His heart is failing.

How could someone with a heart so big have it just fall apart like that? 

Maybe he didn’t take care of himself so well. Or maybe something like this would have happened regardless…who knows.

But death comes for us all.

Yesterday was okay. I felt less emotional, I knew he was okay. I somehow managed to stay feeling pretty balanced and good in my head, my own heart. I don’t know what it will feel like when he is actually gone, but I know what he will always want me to do: dust myself off, get on the road, raise a glass to life.

Follow the road, no matter how unclear the path appears.

Read up on history. Ask questions.

Document everything.

Talk to people. 

I’m going to Europe in two days, as planned. Because he insists. He insists because the thing that matters most is to taste life, to keep exploring, learning. To stay curious about the unknown, and not let anyone or anything hold you back.

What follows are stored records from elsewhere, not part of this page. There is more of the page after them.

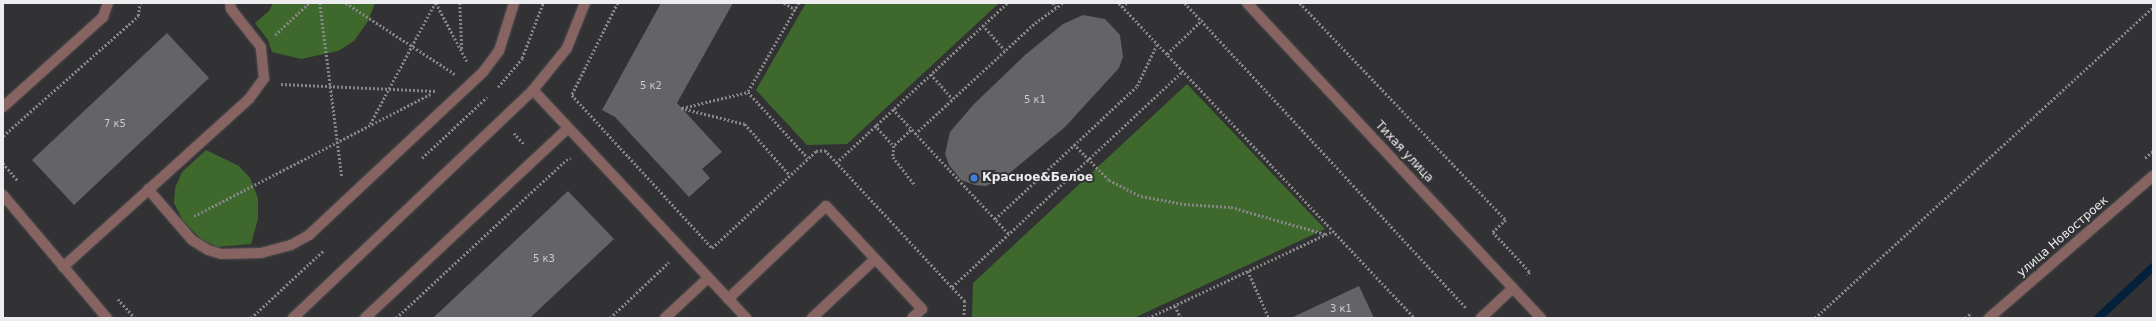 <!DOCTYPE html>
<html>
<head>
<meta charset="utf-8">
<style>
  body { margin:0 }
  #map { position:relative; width:2156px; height:321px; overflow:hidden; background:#323235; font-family:"DejaVu Sans",sans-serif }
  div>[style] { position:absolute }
  .green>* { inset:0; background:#3f682c }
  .stream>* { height:8px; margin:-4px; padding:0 4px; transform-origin:4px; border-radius:4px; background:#04213c }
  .building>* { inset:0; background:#646366 }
  .path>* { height:2.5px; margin-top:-1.25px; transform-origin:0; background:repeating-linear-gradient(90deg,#868688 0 2px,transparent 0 4px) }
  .roads { filter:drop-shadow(0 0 1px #505053) drop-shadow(0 0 1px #505053) }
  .minor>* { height:10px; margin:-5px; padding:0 5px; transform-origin:5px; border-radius:5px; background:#876461 }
  .dots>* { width:11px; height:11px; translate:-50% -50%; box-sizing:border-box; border:2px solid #323235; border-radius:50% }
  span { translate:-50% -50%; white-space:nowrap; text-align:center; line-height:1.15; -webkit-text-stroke:4px #323235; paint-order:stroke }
  .number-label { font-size:10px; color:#cbcacc }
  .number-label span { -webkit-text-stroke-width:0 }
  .street-label { font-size:12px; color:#edecee }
  .poi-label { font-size:12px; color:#edecee; font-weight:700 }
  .left { translate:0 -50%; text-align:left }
  .frame { position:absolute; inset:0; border:4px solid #edecee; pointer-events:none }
</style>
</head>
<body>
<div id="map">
  <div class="green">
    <div style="clip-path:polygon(273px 3px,375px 3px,368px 21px,354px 41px,338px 51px,301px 59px,272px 52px,268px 40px,255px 23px,269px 11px)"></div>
    <div style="clip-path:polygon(806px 3px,999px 3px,847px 144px,807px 145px,756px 90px)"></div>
    <div style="clip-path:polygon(1187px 84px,1325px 229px,1134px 318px,972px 318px,973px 283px)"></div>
    <div style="clip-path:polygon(206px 150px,239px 166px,250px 178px,258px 198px,258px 219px,251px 244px,217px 247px,201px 239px,183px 221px,174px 203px,175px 188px,182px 172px)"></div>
  </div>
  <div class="stream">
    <div style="left:2098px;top:318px;width:75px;rotate:-42.8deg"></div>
  </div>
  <div class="building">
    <div style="clip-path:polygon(661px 3px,733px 3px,677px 103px,722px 152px,702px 169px,710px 178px,689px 197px,615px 117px,602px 110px)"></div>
    <div style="clip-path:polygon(1083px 15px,1105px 19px,1120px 35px,1123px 57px,1119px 68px,1065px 127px,1006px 176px,986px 186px,975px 185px,961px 180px,949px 165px,945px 154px,950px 132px,974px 104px,1025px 55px,1063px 24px)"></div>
    <div style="clip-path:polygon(167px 33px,209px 78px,74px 205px,32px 160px)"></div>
    <div style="clip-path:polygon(568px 191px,614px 239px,530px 318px,433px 318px)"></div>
    <div style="clip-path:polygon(1359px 286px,1374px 318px,1291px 318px)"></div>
  </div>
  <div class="path">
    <div style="left:320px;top:3px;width:175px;rotate:82.8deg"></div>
    <div style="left:346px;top:3px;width:130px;rotate:33.1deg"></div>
    <div style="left:436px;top:3px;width:66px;rotate:61.9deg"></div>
    <div style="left:460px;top:3px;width:47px;rotate:87.6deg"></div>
    <div style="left:618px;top:3px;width:103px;rotate:116.6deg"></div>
    <div style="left:572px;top:95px;width:207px;rotate:47.5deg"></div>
    <div style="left:712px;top:248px;width:142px;rotate:-43deg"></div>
    <div style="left:816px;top:151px;width:9px;rotate:-6deg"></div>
    <div style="left:825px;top:150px;width:206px;rotate:47.2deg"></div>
    <div style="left:965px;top:301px;width:17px;rotate:93deg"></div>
    <div style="left:784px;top:3px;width:13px;rotate:29deg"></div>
    <div style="left:799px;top:3px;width:103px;rotate:119.8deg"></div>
    <div style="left:748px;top:92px;width:89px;rotate:47.7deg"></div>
    <div style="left:1053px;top:3px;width:5px;rotate:53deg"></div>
    <div style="left:1119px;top:3px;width:432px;rotate:46.8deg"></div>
    <div style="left:1185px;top:3px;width:414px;rotate:47.3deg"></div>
    <div style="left:1300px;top:3px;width:299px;rotate:46.5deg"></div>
    <div style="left:1506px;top:220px;width:18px;rotate:137deg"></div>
    <div style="left:1493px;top:232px;width:54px;rotate:47.2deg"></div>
    <div style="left:1530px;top:272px;width:4px;rotate:135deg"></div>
    <div style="left:1122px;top:7px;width:6px;rotate:-39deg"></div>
    <div style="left:983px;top:25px;width:33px;rotate:49deg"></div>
    <div style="left:275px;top:35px;width:47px;rotate:-43.3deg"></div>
    <div style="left:1167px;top:54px;width:49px;rotate:-44.2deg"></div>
    <div style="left:931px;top:74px;width:33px;rotate:49deg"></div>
    <div style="left:281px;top:84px;width:155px;rotate:2.6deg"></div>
    <div style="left:498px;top:87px;width:38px;rotate:-50deg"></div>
    <div style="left:522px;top:58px;width:59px;rotate:-69.1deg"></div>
    <div style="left:681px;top:108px;width:66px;rotate:14deg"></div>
    <div style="left:745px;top:124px;width:68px;rotate:48.6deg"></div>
    <div style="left:682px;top:108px;width:68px;rotate:-13.6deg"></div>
    <div style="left:893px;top:109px;width:171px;rotate:47.1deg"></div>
    <div style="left:370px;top:124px;width:137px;rotate:-61.8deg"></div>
    <div style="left:875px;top:125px;width:28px;rotate:48deg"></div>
    <div style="left:911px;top:130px;width:23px;rotate:137deg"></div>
    <div style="left:894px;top:146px;width:11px;rotate:95deg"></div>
    <div style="left:893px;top:157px;width:36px;rotate:52deg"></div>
    <div style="left:514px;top:133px;width:15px;rotate:48deg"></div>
    <div style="left:915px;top:134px;width:163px;rotate:-42.8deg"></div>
    <div style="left:1035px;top:23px;width:34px;rotate:-36deg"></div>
    <div style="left:3px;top:136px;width:181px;rotate:-41.6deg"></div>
    <div style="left:138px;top:16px;width:13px;rotate:-81deg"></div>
    <div style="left:1074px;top:144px;width:50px;rotate:45.8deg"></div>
    <div style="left:1109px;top:180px;width:36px;rotate:27deg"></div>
    <div style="left:1141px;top:196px;width:44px;rotate:10.5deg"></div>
    <div style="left:1184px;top:204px;width:47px;rotate:3.7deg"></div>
    <div style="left:1231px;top:207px;width:98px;rotate:16deg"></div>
    <div style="left:422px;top:158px;width:89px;rotate:-43.2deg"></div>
    <div style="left:2145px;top:158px;width:11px;rotate:-41deg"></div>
    <div style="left:3px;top:163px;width:23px;rotate:50deg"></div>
    <div style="left:836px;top:163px;width:234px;rotate:-43.1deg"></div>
    <div style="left:194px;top:216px;width:266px;rotate:-27.3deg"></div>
    <div style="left:995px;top:219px;width:195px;rotate:-43.1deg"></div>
    <div style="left:1137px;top:86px;width:47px;rotate:-64.5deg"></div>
    <div style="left:1248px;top:271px;width:51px;rotate:65.9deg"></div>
    <div style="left:952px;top:287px;width:316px;rotate:-43.1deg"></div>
    <div style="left:118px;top:299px;width:25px;rotate:48deg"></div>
    <div style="left:1175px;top:306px;width:13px;rotate:63deg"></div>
    <div style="left:251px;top:318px;width:100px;rotate:-43deg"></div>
    <div style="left:396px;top:318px;width:232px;rotate:-42.9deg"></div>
    <div style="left:566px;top:160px;width:5px;rotate:-22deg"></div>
    <div style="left:610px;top:318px;width:81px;rotate:-43.5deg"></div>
    <div style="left:1148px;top:318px;width:204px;rotate:-25.2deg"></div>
    <div style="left:1815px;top:318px;width:459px;rotate:-42.6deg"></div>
    <div style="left:1965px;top:318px;width:8px;rotate:-40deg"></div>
  </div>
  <div class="roads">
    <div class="minor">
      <div style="left:1247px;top:3px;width:431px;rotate:47deg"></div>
      <div style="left:533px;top:90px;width:312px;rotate:46.9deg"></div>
      <div style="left:3px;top:107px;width:135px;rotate:-42deg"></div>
      <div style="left:103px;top:17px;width:15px;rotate:-70deg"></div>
      <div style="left:148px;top:189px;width:67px;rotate:49.2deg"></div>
      <div style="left:192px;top:240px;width:19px;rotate:32deg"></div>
      <div style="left:208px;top:250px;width:14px;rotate:17deg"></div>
      <div style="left:221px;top:254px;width:40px;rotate:-1.4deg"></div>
      <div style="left:261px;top:253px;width:31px;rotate:-15deg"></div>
      <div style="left:291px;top:245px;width:21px;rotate:-29deg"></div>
      <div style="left:309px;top:235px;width:238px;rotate:-43.1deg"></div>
      <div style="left:483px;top:72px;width:26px;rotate:-53deg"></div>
      <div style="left:499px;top:51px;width:50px;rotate:-72.6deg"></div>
      <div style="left:3px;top:195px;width:161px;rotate:49.8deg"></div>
      <div style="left:63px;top:267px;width:251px;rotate:-42.1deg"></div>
      <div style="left:249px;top:99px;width:26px;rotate:-54deg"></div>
      <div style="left:264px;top:78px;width:31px;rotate:-96deg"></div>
      <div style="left:261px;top:47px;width:48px;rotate:-128.3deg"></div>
      <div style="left:231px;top:9px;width:6px;rotate:-99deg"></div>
      <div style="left:728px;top:299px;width:135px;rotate:-43.5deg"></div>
      <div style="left:826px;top:206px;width:141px;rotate:47deg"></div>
      <div style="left:922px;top:309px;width:13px;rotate:138deg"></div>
      <div style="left:293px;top:318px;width:331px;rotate:-43.5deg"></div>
      <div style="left:533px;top:90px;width:54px;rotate:-51deg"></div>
      <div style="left:567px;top:48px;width:48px;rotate:-68.2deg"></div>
      <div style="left:365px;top:318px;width:278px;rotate:-43.1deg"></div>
      <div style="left:665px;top:318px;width:59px;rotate:-42.9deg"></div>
      <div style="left:812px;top:318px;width:86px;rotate:-43.1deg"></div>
      <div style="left:1481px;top:318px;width:44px;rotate:-43.2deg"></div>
      <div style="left:1989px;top:318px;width:217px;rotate:-40.9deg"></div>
    </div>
  </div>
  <div class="dots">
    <div style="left:974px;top:178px;background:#3f7fe0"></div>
  </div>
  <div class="number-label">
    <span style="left:651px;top:86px">5 к2</span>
    <span style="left:1035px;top:100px">5 к1</span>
    <span style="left:115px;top:124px">7 к5</span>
    <span style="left:544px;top:259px">5 к3</span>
    <span style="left:1341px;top:309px">3 к1</span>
  </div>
  <div class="street-label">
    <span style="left:1404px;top:152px;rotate:47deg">Тихая улица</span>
    <span style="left:2063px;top:237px;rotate:-41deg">улица Новостроек</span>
  </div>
  <div class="poi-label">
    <span class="left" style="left:982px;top:178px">Красное&amp;Белое</span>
  </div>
  <div class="frame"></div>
</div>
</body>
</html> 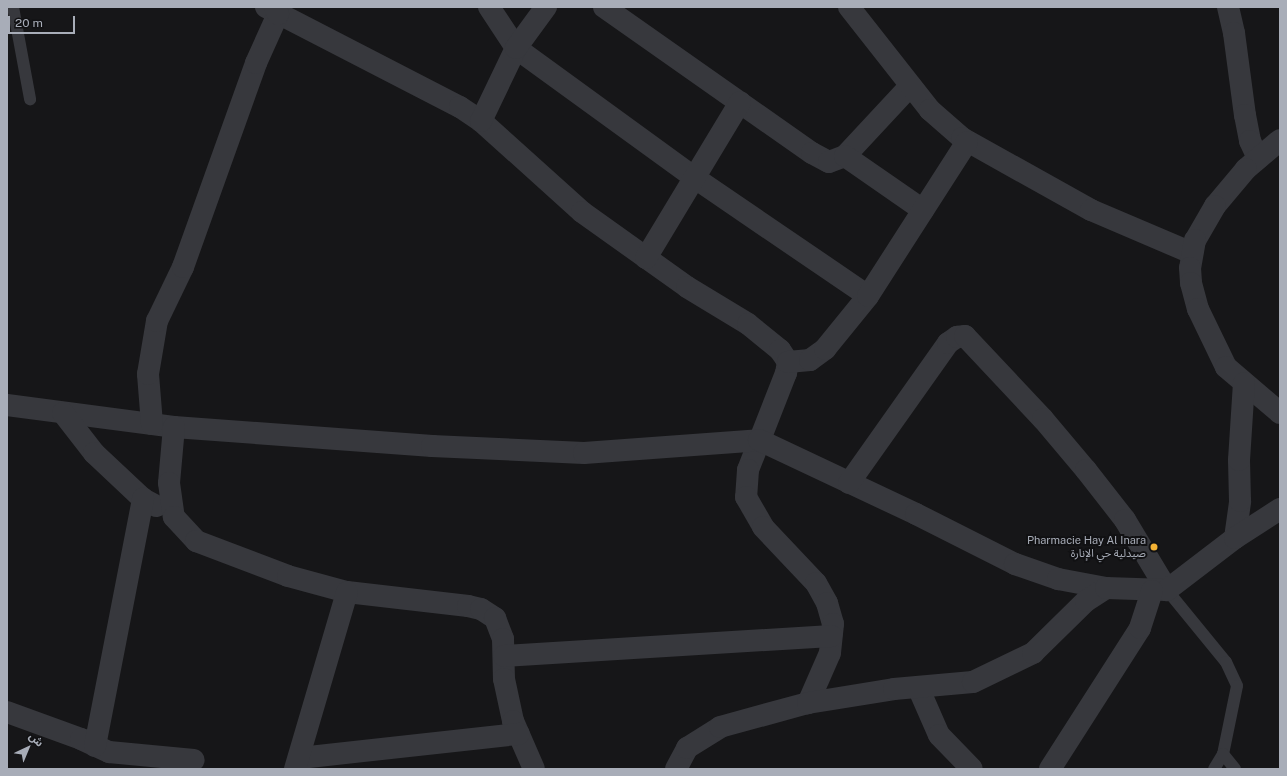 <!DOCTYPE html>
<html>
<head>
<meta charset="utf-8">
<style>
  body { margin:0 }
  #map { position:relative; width:1287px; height:776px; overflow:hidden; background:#161618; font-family:"Public Sans","Noto Sans Arabic",sans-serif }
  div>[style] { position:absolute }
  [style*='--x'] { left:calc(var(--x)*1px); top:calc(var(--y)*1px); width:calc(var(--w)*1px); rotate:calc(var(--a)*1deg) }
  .service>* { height:12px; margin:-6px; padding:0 6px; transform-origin:6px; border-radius:6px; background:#37383d }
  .minor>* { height:22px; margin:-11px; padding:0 11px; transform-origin:11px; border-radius:11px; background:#37383d }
  .dots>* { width:11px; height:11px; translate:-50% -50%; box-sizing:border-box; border:2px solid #111113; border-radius:50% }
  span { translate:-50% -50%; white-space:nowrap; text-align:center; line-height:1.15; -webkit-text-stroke:4px #111113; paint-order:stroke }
  .poi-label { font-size:11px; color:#a8adb8 }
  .right { translate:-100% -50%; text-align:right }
  .frame { position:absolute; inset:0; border:8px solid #a8adb8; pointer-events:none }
  .north { position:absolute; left:8px; top:728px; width:40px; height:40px; -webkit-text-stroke:3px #111113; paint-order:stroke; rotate:44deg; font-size:11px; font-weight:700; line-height:16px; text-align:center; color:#a8adb8 }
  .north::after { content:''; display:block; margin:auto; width:14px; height:18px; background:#a8adb8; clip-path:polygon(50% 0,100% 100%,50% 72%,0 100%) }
  .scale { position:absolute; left:8px; top:16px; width:67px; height:18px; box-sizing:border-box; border:2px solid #a8adb8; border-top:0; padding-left:5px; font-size:12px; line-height:14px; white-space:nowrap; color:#a8adb8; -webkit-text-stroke:3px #111113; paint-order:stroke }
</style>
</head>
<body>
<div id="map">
  <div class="service">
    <i style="--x:13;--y:7;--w:94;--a:79.5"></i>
    <i style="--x:1167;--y:590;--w:93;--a:50.7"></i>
    <i style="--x:1226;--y:662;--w:26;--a:65"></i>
    <i style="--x:1237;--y:686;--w:69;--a:101.6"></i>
    <i style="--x:1223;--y:754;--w:17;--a:121"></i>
    <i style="--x:1223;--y:754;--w:19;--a:51"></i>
  </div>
  <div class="minor">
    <i style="--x:266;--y:7;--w:218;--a:27.3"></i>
    <i style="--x:460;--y:107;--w:25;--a:34"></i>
    <i style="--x:481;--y:121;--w:136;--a:42"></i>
    <i style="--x:582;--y:212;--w:129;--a:35.5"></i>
    <i style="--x:687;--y:287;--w:71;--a:31.2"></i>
    <i style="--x:748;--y:324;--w:41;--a:39.1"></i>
    <i style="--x:780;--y:350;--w:14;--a:56"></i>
    <i style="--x:788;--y:362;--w:11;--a:100"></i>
    <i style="--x:786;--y:373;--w:104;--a:111.4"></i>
    <i style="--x:748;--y:470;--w:27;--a:94"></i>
    <i style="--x:746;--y:497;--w:34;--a:60"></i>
    <i style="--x:763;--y:527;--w:77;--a:46.6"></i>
    <i style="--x:816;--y:583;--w:23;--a:61"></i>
    <i style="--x:827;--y:603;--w:22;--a:74"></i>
    <i style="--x:833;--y:624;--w:29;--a:96"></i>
    <i style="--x:830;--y:653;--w:55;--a:113.7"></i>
    <i style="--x:489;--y:7;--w:49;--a:56.6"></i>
    <i style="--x:516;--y:48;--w:221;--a:36"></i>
    <i style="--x:695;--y:178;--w:209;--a:34.3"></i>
    <i style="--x:604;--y:7;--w:254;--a:35.1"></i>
    <i style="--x:812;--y:153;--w:19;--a:28"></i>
    <i style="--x:829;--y:162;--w:17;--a:-21"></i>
    <i style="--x:845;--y:156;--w:96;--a:-47.1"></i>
    <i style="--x:849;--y:7;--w:131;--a:51.8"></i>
    <i style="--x:930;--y:110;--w:43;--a:41.2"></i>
    <i style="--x:962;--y:138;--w:148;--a:29.2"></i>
    <i style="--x:1091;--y:210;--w:110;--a:23.1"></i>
    <i style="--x:1228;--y:7;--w:27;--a:77"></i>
    <i style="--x:1234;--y:33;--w:83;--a:82.4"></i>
    <i style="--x:1245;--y:115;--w:26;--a:79"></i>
    <i style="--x:1250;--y:141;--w:19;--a:65"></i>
    <i style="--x:481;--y:121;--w:81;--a:-64.4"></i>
    <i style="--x:516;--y:48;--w:51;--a:-53.8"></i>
    <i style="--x:1280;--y:140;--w:45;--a:139.5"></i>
    <i style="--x:1246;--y:169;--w:48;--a:130"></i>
    <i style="--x:1215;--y:206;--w:39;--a:120"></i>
    <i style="--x:1195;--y:240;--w:28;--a:100"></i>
    <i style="--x:1190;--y:268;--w:15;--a:86"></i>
    <i style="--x:1191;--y:283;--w:27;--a:75"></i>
    <i style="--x:1198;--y:309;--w:64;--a:64.2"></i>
    <i style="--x:1226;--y:367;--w:71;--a:40.4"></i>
    <i style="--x:845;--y:156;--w:95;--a:34.7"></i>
    <i style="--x:646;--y:258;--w:182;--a:-58.9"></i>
    <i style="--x:788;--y:362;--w:22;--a:-5"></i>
    <i style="--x:810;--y:360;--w:19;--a:-36"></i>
    <i style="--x:825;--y:349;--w:68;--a:-50.9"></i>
    <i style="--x:868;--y:296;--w:183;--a:-57.3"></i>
    <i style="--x:7;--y:405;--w:168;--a:7.5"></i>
    <i style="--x:174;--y:427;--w:259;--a:4.2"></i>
    <i style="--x:432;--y:446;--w:152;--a:2.6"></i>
    <i style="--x:584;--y:453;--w:175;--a:-4.2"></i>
    <i style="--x:759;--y:440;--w:174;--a:25.2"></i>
    <i style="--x:916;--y:514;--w:111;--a:26.8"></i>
    <i style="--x:1015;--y:564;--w:46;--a:19.2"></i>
    <i style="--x:1058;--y:579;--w:49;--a:10.6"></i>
    <i style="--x:63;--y:413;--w:51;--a:52.2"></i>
    <i style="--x:94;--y:453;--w:67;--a:43.2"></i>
    <i style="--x:143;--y:499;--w:15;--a:28"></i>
    <i style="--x:152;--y:424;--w:50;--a:-94.6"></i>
    <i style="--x:148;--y:374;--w:54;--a:-80.4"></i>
    <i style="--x:157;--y:321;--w:60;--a:-64.3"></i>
    <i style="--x:183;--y:267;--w:217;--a:-70.3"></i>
    <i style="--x:256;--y:63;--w:54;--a:-65.8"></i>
    <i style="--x:278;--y:14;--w:8;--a:-113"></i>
    <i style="--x:174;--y:427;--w:56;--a:95.1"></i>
    <i style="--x:169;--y:483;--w:34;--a:82"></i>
    <i style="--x:174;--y:517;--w:33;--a:47"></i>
    <i style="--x:196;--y:541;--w:98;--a:20.8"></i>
    <i style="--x:288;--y:576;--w:61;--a:15.2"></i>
    <i style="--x:347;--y:592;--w:122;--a:6.6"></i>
    <i style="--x:468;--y:606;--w:13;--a:13"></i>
    <i style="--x:481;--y:609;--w:17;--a:33"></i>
    <i style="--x:495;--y:618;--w:22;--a:69"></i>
    <i style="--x:503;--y:639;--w:40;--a:88.6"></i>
    <i style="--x:504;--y:679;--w:43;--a:77.9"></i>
    <i style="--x:513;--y:721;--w:52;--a:66.4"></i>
    <i style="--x:849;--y:483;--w:171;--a:-54.7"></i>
    <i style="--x:948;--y:343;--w:11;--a:-34"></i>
    <i style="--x:957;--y:337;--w:8;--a:-7"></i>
    <i style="--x:965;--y:336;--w:114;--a:46.8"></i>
    <i style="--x:1043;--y:419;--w:67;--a:49.9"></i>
    <i style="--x:1086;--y:470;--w:63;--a:52"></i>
    <i style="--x:1125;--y:520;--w:82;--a:59"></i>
    <i style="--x:1235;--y:538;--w:37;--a:-82"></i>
    <i style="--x:1240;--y:501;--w:41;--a:-91.4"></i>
    <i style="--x:1239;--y:460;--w:77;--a:-86.3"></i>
    <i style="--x:504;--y:656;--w:328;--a:-3.5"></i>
    <i style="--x:918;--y:687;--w:52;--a:66.4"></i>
    <i style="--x:939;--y:735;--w:47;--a:45.9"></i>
    <i style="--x:7;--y:712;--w:79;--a:20"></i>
    <i style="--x:81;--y:739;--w:31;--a:25"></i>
    <i style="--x:109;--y:752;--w:85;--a:5.4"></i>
    <i style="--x:95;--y:746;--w:252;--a:-79"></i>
    <i style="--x:300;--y:758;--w:220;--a:-6.3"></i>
    <i style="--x:295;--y:769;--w:184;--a:-73.6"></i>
    <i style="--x:676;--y:769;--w:24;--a:-62"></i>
    <i style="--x:687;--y:748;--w:39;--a:-32"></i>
    <i style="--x:720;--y:727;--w:91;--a:-15.3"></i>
    <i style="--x:808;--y:703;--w:87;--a:-9.2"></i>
    <i style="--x:894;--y:689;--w:79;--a:-5.1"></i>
    <i style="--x:973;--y:682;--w:67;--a:-25.8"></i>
    <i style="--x:1033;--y:653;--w:74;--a:-44.5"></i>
    <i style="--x:1086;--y:601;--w:24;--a:-33"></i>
    <i style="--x:1106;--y:588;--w:61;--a:1.9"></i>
    <i style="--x:1167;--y:590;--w:86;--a:-37.4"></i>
    <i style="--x:1235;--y:538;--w:54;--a:-32.8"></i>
    <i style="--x:1050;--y:769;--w:167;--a:-57.4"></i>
    <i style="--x:1140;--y:628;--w:39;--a:-72"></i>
  </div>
  <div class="dots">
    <i style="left:1154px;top:547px;background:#f2b134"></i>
  </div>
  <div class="poi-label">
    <span class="right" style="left:1146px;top:547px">Pharmacie Hay Al Inara<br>صيدلية حي الإنارة</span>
  </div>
  <div class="frame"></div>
  <div class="north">ش</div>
  <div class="scale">20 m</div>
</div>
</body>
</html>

“We write to taste life twice.” ~ Anais Nin

I learned from him to taste it once, to risk, to make mistakes, to go forward no matter what, into the uncertainty.

And I write now for him.

It seems strange to not rush to be with him, but as a family, that’s how we roll. We are free spirits. And I need to go. I didn’t really even know why, before. I don’t know what’s out there–but that’s exactly why I have to go. And he gets that.

Soon you will be free of you pain and suffering, and you will rest, but in body only. In some way, your spirit will be the most free.

I will always carry you with me, but no one soul will ever know me like yours does.